> _Instructions for the task_: All of the data needs to be reproduced with no alterations.
(Beginning of Provided records)
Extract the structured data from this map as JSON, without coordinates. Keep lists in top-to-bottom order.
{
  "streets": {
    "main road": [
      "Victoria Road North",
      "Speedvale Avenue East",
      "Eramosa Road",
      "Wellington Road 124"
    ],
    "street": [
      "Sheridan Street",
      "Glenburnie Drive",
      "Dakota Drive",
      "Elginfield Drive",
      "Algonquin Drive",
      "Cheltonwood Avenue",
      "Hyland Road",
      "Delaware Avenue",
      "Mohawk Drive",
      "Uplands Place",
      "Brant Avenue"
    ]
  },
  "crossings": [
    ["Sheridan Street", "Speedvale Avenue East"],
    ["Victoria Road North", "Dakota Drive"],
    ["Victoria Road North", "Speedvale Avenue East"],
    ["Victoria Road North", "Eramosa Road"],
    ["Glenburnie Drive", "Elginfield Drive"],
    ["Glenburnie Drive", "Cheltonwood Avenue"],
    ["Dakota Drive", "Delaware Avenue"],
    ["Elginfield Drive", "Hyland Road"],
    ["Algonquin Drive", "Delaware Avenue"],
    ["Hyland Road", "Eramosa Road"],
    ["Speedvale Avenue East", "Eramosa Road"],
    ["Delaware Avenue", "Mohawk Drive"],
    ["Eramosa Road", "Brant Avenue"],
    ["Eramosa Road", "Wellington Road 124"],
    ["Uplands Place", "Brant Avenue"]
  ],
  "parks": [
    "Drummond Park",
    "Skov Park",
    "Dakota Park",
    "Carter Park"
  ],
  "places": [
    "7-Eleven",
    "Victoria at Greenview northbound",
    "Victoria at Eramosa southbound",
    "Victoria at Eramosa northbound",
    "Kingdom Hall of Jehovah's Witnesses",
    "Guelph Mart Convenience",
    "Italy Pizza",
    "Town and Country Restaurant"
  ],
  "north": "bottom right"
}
(End of Provided records)
> _Worked solution_:
Extract the structured data from this map as JSON, without coordinates. Keep lists in top-to-bottom order.
{
  "streets": {
    "main road": [
      "Victoria Road North",
      "Speedvale Avenue East",
      "Eramosa Road",
      "Wellington Road 124"
    ],
    "street": [
      "Sheridan Street",
      "Glenburnie Drive",
      "Dakota Drive",
      "Elginfield Drive",
      "Algonquin Drive",
      "Cheltonwood Avenue",
      "Hyland Road",
      "Delaware Avenue",
      "Mohawk Drive",
      "Uplands Place",
      "Brant Avenue"
    ]
  },
  "crossings": [
    ["Sheridan Street", "Speedvale Avenue East"],
    ["Victoria Road North", "Dakota Drive"],
    ["Victoria Road North", "Speedvale Avenue East"],
    ["Victoria Road North", "Eramosa Road"],
    ["Glenburnie Drive", "Elginfield Drive"],
    ["Glenburnie Drive", "Cheltonwood Avenue"],
    ["Dakota Drive", "Delaware Avenue"],
    ["Elginfield Drive", "Hyland Road"],
    ["Algonquin Drive", "Delaware Avenue"],
    ["Hyland Road", "Eramosa Road"],
    ["Speedvale Avenue East", "Eramosa Road"],
    ["Delaware Avenue", "Mohawk Drive"],
    ["Eramosa Road", "Brant Avenue"],
    ["Eramosa Road", "Wellington Road 124"],
    ["Uplands Place", "Brant Avenue"]
  ],
  "parks": [
    "Drummond Park",
    "Skov Park",
    "Dakota Park",
    "Carter Park"
  ],
  "places": [
    "7-Eleven",
    "Victoria at Greenview northbound",
    "Victoria at Eramosa southbound",
    "Victoria at Eramosa northbound",
    "Kingdom Hall of Jehovah's Witnesses",
    "Guelph Mart Convenience",
    "Italy Pizza",
    "Town and Country Restaurant"
  ],
  "north": "bottom right"
}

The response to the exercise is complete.